Stored data:
_____

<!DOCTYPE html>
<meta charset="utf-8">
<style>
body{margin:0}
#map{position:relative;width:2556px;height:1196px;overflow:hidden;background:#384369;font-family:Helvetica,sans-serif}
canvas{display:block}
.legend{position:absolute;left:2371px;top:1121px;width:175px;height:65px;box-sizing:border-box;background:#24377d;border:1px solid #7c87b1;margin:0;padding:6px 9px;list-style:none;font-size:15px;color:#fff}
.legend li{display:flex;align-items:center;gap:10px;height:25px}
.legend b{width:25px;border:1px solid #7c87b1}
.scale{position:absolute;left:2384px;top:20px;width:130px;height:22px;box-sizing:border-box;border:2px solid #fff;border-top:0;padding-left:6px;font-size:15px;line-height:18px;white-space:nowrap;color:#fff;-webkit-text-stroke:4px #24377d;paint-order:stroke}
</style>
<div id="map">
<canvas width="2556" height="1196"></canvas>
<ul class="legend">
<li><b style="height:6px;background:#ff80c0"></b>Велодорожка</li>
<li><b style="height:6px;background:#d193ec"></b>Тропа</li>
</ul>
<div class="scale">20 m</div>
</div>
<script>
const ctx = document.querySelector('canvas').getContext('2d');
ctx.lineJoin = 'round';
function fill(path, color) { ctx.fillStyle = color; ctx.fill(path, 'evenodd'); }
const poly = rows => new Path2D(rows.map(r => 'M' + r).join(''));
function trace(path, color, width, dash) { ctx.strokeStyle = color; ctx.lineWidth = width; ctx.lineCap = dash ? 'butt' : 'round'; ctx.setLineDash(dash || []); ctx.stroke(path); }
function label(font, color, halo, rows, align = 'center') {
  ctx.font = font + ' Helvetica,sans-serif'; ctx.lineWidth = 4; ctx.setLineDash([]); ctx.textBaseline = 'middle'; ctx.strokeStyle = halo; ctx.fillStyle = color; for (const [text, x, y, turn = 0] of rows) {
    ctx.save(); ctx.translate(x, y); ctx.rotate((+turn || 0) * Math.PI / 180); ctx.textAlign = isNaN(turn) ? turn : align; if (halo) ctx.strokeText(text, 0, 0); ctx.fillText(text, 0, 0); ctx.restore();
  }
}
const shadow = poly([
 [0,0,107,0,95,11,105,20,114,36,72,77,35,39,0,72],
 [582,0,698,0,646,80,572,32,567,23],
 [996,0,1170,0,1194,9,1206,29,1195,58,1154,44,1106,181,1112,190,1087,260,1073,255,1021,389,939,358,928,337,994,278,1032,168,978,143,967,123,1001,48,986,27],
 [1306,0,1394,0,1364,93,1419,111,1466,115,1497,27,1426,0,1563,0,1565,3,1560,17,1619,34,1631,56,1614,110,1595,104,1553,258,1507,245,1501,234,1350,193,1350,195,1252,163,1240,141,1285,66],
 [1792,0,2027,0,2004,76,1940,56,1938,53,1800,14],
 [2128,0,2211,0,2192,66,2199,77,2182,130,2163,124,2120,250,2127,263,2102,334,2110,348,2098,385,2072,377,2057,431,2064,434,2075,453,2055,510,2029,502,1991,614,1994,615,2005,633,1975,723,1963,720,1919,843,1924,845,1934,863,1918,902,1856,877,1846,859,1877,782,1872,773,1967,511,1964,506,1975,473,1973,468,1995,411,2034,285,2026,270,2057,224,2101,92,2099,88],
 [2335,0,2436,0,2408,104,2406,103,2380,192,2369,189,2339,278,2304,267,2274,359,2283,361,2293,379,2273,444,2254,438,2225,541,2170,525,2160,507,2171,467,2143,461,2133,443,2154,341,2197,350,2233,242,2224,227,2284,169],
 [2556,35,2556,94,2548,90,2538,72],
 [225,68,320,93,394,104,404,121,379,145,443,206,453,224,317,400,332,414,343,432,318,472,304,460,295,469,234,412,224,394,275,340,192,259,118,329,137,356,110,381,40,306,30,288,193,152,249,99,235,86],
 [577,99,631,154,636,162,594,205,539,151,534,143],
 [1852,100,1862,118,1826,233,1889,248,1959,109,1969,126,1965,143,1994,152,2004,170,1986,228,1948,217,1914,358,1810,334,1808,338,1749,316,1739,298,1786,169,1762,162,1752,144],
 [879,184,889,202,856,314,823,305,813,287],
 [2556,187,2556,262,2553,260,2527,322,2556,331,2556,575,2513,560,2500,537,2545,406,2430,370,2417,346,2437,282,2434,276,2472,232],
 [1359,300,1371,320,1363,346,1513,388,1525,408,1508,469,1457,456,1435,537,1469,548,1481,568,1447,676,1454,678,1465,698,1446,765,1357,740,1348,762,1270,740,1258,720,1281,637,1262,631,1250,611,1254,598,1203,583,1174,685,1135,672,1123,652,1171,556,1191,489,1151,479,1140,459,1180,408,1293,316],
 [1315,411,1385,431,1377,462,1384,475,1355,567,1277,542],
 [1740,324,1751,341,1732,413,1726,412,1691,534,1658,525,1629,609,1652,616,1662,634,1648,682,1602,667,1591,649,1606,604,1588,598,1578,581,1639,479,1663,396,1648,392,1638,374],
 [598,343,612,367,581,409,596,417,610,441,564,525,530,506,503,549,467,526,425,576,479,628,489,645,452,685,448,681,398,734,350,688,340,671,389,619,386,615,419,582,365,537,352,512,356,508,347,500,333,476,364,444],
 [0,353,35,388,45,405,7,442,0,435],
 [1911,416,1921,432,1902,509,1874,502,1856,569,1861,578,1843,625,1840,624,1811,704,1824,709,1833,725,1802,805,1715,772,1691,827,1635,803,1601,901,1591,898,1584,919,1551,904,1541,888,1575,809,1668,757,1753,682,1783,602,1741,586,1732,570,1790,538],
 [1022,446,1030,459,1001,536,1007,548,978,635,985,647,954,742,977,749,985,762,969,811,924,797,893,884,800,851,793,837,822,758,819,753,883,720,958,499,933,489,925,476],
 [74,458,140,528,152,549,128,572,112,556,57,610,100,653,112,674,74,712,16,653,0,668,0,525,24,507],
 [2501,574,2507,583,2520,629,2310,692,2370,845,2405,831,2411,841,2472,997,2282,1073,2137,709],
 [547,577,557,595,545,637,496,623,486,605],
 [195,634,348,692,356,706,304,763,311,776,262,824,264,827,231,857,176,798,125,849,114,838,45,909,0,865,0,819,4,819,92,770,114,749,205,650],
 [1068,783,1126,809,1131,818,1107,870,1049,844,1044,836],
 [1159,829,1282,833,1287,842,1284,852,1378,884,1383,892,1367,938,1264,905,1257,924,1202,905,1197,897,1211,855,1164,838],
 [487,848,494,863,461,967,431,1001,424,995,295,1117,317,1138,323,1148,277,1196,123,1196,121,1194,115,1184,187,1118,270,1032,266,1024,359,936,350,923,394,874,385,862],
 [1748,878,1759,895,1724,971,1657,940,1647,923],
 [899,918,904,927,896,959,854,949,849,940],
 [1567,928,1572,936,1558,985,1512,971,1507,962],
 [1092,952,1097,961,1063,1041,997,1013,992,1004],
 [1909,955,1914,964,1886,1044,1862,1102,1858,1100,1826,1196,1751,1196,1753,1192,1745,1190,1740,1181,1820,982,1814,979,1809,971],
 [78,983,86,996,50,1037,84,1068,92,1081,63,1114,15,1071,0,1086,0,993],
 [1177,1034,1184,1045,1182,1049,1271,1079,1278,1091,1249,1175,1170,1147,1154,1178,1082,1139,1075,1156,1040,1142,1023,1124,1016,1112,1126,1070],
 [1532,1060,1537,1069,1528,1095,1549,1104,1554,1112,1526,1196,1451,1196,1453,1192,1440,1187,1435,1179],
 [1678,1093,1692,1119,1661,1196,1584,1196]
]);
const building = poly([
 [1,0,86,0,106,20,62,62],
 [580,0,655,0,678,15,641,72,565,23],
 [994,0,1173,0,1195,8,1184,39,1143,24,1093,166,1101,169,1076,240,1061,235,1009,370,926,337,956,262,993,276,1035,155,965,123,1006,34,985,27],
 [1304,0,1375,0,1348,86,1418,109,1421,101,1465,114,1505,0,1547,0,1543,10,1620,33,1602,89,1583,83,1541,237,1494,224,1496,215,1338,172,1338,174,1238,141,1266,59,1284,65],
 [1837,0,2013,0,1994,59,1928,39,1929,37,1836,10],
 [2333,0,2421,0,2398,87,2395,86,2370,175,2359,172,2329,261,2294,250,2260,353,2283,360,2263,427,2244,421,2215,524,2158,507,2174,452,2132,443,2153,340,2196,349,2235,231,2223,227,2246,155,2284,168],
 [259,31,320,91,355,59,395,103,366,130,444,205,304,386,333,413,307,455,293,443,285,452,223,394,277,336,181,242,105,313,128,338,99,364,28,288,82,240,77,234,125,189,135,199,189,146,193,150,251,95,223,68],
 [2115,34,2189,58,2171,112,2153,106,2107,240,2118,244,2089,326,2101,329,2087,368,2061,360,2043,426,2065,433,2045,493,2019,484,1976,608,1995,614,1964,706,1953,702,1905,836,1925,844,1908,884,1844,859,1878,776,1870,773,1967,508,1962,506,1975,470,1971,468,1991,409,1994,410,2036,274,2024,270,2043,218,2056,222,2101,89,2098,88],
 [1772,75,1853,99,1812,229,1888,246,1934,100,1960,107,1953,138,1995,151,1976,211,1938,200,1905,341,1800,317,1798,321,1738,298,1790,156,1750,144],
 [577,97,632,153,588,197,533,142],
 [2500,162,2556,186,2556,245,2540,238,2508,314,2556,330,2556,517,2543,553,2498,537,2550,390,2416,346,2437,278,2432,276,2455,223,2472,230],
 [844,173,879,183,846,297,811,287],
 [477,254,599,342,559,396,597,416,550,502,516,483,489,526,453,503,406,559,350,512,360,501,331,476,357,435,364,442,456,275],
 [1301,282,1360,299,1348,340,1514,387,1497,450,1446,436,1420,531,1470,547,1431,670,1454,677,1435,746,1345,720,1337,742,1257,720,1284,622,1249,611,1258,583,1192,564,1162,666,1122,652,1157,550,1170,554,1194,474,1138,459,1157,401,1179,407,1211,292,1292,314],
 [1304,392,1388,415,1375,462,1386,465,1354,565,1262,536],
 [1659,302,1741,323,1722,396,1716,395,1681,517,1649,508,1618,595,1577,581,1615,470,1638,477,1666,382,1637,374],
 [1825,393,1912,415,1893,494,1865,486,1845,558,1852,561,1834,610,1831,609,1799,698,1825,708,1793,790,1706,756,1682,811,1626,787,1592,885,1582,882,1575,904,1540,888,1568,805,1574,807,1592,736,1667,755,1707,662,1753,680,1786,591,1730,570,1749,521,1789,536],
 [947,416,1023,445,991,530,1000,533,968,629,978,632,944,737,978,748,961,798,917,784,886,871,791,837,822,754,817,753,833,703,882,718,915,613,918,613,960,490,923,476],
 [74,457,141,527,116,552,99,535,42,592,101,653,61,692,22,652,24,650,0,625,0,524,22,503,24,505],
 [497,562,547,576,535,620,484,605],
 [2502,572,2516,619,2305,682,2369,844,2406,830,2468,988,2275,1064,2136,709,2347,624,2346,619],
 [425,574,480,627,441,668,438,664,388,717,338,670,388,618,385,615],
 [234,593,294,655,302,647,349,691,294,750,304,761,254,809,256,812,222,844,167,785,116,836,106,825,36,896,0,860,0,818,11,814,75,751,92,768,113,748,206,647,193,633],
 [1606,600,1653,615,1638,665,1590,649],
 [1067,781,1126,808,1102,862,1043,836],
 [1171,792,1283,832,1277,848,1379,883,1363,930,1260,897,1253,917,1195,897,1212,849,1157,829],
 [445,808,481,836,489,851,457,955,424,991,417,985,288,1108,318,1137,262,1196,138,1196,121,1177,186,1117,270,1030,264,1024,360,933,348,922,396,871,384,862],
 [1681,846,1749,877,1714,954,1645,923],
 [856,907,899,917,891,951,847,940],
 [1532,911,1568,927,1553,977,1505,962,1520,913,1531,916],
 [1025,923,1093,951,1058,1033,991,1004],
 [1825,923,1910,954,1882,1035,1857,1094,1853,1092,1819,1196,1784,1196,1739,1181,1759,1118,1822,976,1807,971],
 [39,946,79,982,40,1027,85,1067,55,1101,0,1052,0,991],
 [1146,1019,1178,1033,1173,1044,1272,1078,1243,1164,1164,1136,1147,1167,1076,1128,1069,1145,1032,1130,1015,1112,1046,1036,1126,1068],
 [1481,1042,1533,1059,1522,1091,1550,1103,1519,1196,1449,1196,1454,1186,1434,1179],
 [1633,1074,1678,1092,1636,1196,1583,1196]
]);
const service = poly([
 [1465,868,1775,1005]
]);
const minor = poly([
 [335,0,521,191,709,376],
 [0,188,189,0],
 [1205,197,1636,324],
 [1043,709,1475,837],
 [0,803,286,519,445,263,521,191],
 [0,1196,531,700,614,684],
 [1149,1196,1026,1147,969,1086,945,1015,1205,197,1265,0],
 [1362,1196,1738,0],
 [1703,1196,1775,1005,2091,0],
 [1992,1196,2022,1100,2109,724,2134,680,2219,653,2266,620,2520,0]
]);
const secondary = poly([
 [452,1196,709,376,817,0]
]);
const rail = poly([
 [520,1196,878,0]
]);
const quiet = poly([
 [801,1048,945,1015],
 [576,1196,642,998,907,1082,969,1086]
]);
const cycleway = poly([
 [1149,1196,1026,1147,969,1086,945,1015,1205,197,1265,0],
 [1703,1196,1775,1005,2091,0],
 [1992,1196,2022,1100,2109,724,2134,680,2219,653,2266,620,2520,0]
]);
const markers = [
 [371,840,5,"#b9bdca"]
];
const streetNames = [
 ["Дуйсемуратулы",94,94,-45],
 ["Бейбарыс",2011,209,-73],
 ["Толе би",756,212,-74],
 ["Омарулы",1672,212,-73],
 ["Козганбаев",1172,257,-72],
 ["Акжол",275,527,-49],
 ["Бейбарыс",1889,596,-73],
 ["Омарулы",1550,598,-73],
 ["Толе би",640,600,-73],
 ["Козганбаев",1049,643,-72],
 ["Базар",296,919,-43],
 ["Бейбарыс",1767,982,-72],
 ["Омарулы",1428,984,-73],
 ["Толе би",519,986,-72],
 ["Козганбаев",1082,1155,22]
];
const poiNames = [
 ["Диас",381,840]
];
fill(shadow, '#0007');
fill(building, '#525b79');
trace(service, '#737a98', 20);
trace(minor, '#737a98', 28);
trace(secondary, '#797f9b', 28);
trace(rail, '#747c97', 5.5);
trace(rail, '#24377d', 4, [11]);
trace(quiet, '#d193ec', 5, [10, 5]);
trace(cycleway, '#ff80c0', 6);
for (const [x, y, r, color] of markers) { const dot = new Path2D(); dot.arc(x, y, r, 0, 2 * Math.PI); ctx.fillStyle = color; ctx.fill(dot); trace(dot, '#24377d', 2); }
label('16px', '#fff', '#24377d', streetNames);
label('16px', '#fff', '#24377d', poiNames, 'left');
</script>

_____

→ PROBLEM TO WORK ON
Extract, please, the lines from the start of the entries above through the one with "const poly = rows", both included, reproducing each exactly and adding nothing.

→ ANSWER TO THIS TASK
<!DOCTYPE html>
<meta charset="utf-8">
<style>
body{margin:0}
#map{position:relative;width:2556px;height:1196px;overflow:hidden;background:#384369;font-family:Helvetica,sans-serif}
canvas{display:block}
.legend{position:absolute;left:2371px;top:1121px;width:175px;height:65px;box-sizing:border-box;background:#24377d;border:1px solid #7c87b1;margin:0;padding:6px 9px;list-style:none;font-size:15px;color:#fff}
.legend li{display:flex;align-items:center;gap:10px;height:25px}
.legend b{width:25px;border:1px solid #7c87b1}
.scale{position:absolute;left:2384px;top:20px;width:130px;height:22px;box-sizing:border-box;border:2px solid #fff;border-top:0;padding-left:6px;font-size:15px;line-height:18px;white-space:nowrap;color:#fff;-webkit-text-stroke:4px #24377d;paint-order:stroke}
</style>
<div id="map">
<canvas width="2556" height="1196"></canvas>
<ul class="legend">
<li><b style="height:6px;background:#ff80c0"></b>Велодорожка</li>
<li><b style="height:6px;background:#d193ec"></b>Тропа</li>
</ul>
<div class="scale">20 m</div>
</div>
<script>
const ctx = document.querySelector('canvas').getContext('2d');
ctx.lineJoin = 'round';
function fill(path, color) { ctx.fillStyle = color; ctx.fill(path, 'evenodd'); }
const poly = rows => new Path2D(rows.map(r => 'M' + r).join(''));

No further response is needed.